Entropion is a condition in which the edge of the eyelid turns inward toward the eyeball. As a result, the eyelashes and the skin of the lid come into direct contact with the sensitive cornea and conjunctiva. This causes persistent irritation, discomfort, and, if left untreated, can lead to permanent eye damage. The lower eyelid is most commonly affected. Entropion occurs predominantly in older adults, but can also result from scarring, infections, or congenital factors.
Causes
Entropion is classified into several types based on its underlying cause:
- Involutional (age-related) entropion: The most common form. As people age, the muscles and connective tissue of the eyelid weaken, allowing the lid to rotate inward.

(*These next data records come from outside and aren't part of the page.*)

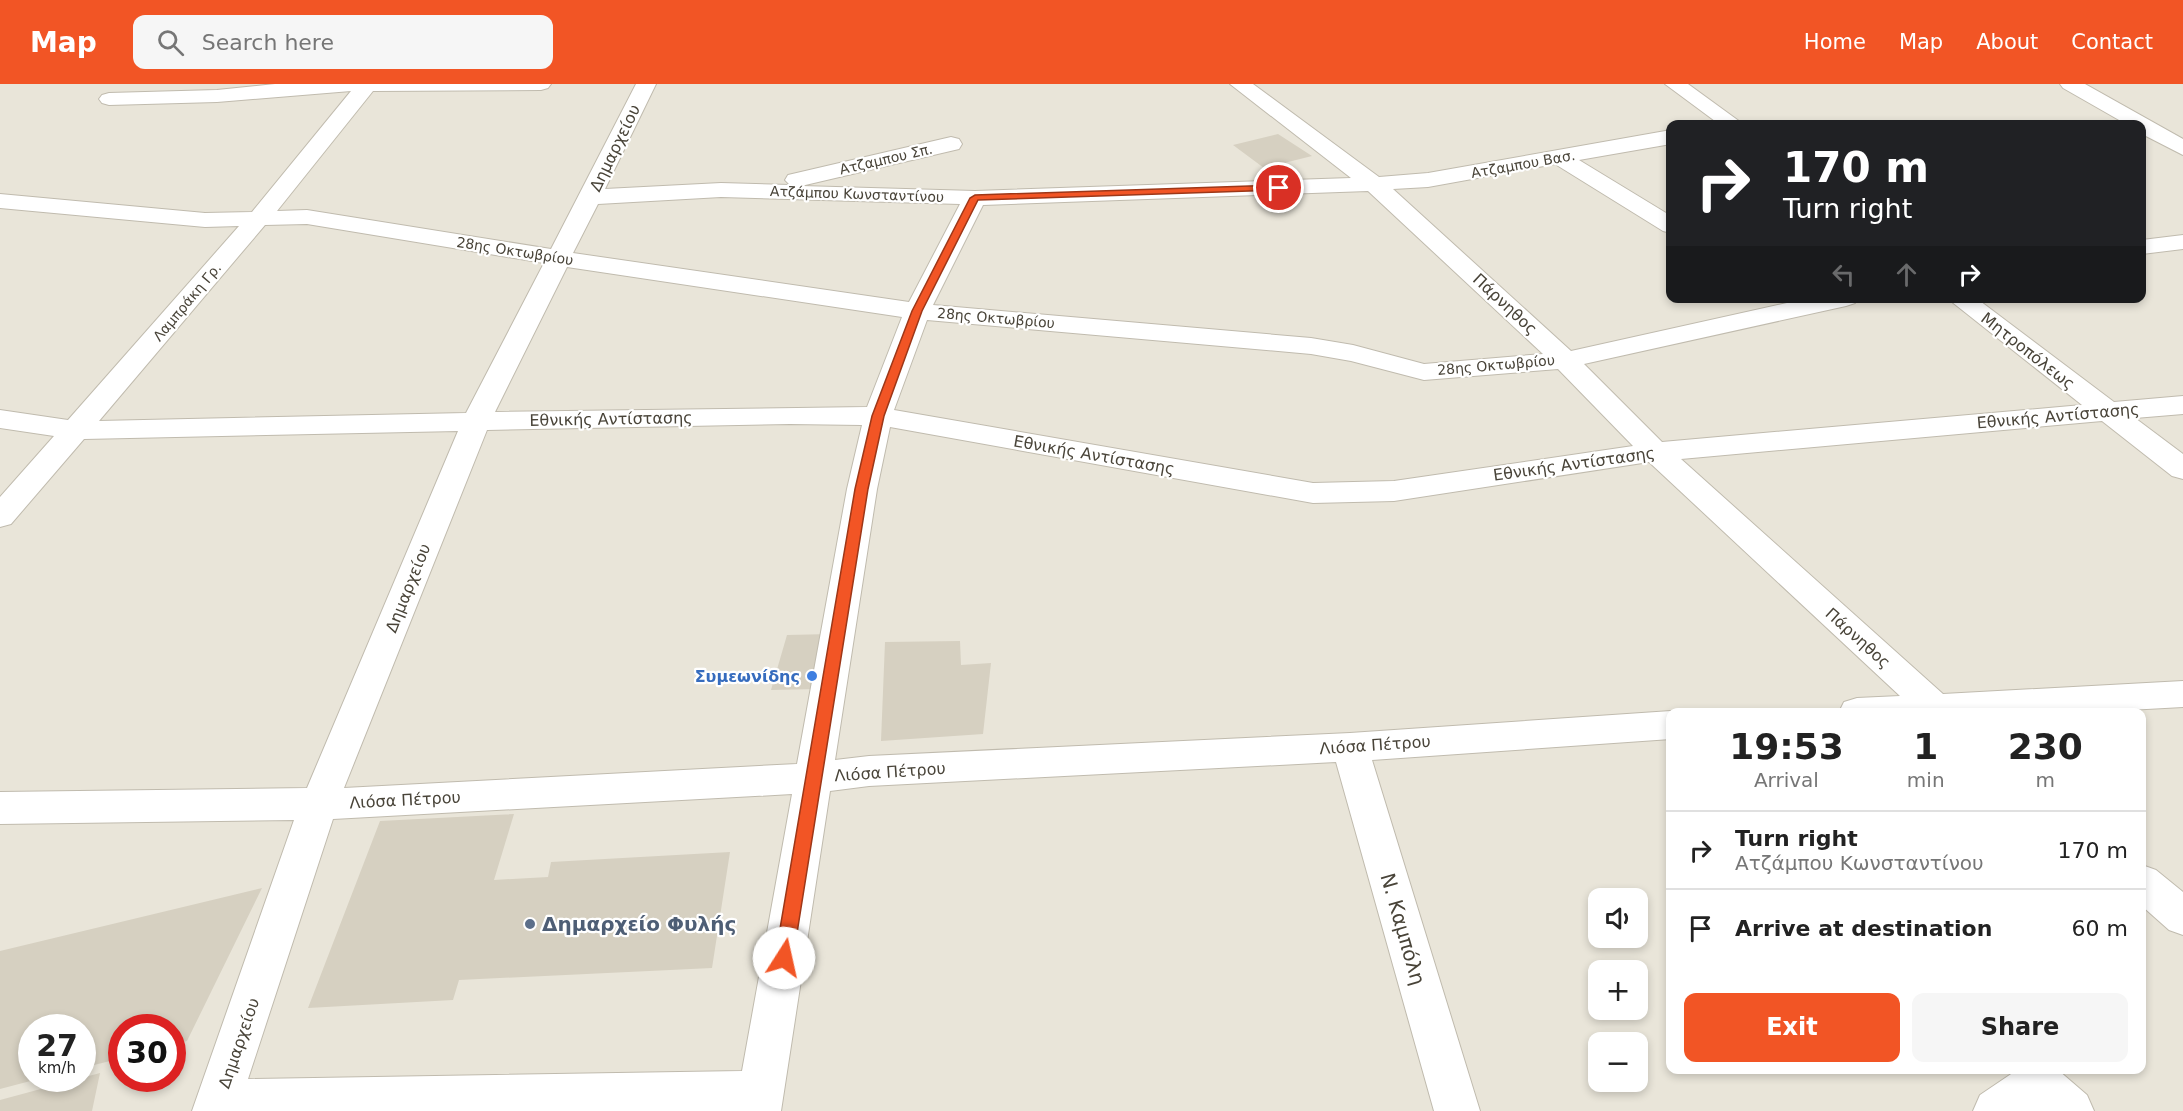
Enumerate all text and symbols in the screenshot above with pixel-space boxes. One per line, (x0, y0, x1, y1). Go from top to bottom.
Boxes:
search box (133, 15, 553, 69)
text: Map (30, 26, 97, 59)
icon: search (154, 26, 187, 59)
text: Search here (202, 30, 334, 55)
text: Home (1804, 30, 1866, 54)
text: Map (1899, 30, 1943, 54)
text: About (1976, 30, 2038, 54)
text: Contact (2071, 30, 2153, 54)
street label: Δημαρχείου (586, 101, 644, 195)
street label: Ατζαμπου Σπ. (838, 141, 934, 177)
text: 170 m (1783, 143, 1929, 192)
icon: right (1684, 144, 1762, 222)
street label: Ατζαμπου Βασ. (1470, 147, 1576, 181)
pin (1253, 162, 1304, 213)
icon: arrive (1262, 171, 1295, 204)
street label: Ατζάμπου Κωνσταντίνου (770, 183, 944, 205)
text: Turn right (1783, 193, 1912, 224)
street label: 28ης Οκτωβρίου (455, 234, 575, 268)
icon: left (1827, 258, 1860, 291)
icon: ahead (1890, 258, 1923, 291)
icon: right (1953, 258, 1986, 291)
street label: Λαμπράκη Γρ. (150, 260, 224, 344)
street label: Πάρνηθος (1469, 270, 1541, 338)
street label: 28ης Οκτωβρίου (937, 305, 1055, 331)
street label: Μητροπόλεως (1977, 308, 2079, 394)
street label: 28ης Οκτωβρίου (1437, 352, 1555, 378)
street label: Εθνικής Αντίστασης (1976, 399, 2140, 433)
street label: Εθνικής Αντίστασης (529, 408, 693, 430)
street label: Εθνικής Αντίστασης (1012, 431, 1176, 479)
street label: Εθνικής Αντίστασης (1492, 443, 1656, 485)
street label: Δημαρχείου (382, 541, 434, 635)
street label: Πάρνηθος (1822, 604, 1894, 672)
place label: Συμεωνίδης (695, 667, 800, 686)
marker: Συμεωνίδης (805, 669, 819, 683)
text: 19:53 (1729, 726, 1844, 767)
text: 1 (1913, 726, 1938, 767)
text: 230 (2008, 726, 2083, 767)
street label: Λιόσα Πέτρου (1319, 732, 1431, 758)
street label: Λιόσα Πέτρου (834, 759, 946, 785)
text: Arrival (1754, 768, 1819, 792)
text: min (1907, 768, 1945, 792)
text: m (2036, 768, 2055, 792)
street label: Λιόσα Πέτρου (349, 788, 461, 812)
text: Turn right (1735, 826, 1858, 851)
icon: right (1684, 834, 1717, 867)
text: 170 m (2058, 838, 2128, 863)
text: Ατζάμπου Κωνσταντίνου (1735, 851, 1984, 875)
street label: Ν. Καμπόλη (1376, 870, 1430, 988)
map controls (1588, 888, 1648, 1092)
button: sound (1588, 888, 1648, 948)
place label: Δημαρχείο Φυλής (542, 912, 736, 936)
icon: arrive (1684, 912, 1717, 945)
text: Arrive at destination (1735, 916, 1992, 941)
text: 60 m (2072, 916, 2128, 941)
marker: Δημαρχείο Φυλής (523, 917, 537, 931)
position arrow (752, 926, 816, 990)
button: + (1588, 960, 1648, 1020)
button: Exit (1684, 993, 1900, 1062)
button: Share (1912, 993, 2128, 1062)
street label: Δημαρχείου (215, 995, 263, 1091)
speed limit sign: 30 (108, 1014, 186, 1092)
text: 27 (36, 1028, 78, 1063)
button: − (1588, 1032, 1648, 1092)
text: km/h (38, 1059, 76, 1077)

- Cicatricial entropion: Caused by scarring of the conjunctiva due to injuries, surgery, chemical burns, or chronic inflammatory conditions such as trachoma (a bacterial eye infection).
- Spastic entropion: Triggered by spasm of the orbicularis oculi muscle, often associated with ocular irritation or following eye surgery.
- Congenital entropion: Rare; present from birth due to a developmental abnormality of the eyelid.
Symptoms
Symptoms of entropion result from the continuous contact of the eyelashes and lid skin with the surface of the eye:
- Foreign body sensation or scratching in the eye
- Excessive tearing (epiphora)
- Redness and irritation of the eye
- Sensitivity to light (photophobia)
- Blurred vision when the cornea is affected
- Pain or burning sensation in the eye
- In advanced cases: corneal damage, ulceration, or scarring with permanent vision loss
Diagnosis
Entropion is typically diagnosed through a clinical examination by an ophthalmologist. The following assessments are commonly used:
- Inspection: Inward rotation of the eyelid margin is often visible to the naked eye.
- Slit-lamp examination: Evaluation of the cornea and conjunctiva for damage caused by eyelash contact.
- Eyelid function tests: Assessment of lid tension and mobility to help determine the cause.
- Fluorescein staining: Used to identify corneal abrasions or defects.
Treatment
Treatment depends on the underlying cause and severity of the condition:
Conservative Measures
Temporary or preparatory measures may include:
- Eye drops or ointments to relieve irritation and protect the cornea
- Taping the eyelid to temporarily hold it in the correct position
- Botulinum toxin injection for spastic entropion to relax the lid muscle
Surgical Treatment
Surgical correction is the only long-term solution in most cases. Several procedures are available depending on the type and cause of entropion:
- Eyelid tightening (lateral tarsal strip or canthoplasty): Used for age-related lid laxity to restore proper lid position.
- Tarsal plate procedures: Correction of the eyelid anatomy for lasting stabilization.
- Scar release: In cicatricial entropion, scar tissue is released and mucous membrane grafts may be used.
Following surgery, complete resolution of symptoms can generally be expected, provided no permanent corneal damage has occurred.
References
- Kanski, J. J., Bowling, B.: Clinical Ophthalmology: A Systematic Approach. 8th edition. Elsevier, Edinburgh, 2016.
- American Academy of Ophthalmology (AAO): Entropion - Preferred Practice Pattern. AAO, San Francisco, 2023. Available at: https://www.aao.org
- Tyers, A. G., Collin, J. R. O.: Colour Atlas of Ophthalmic Plastic Surgery. 4th edition. Elsevier, Edinburgh, 2017.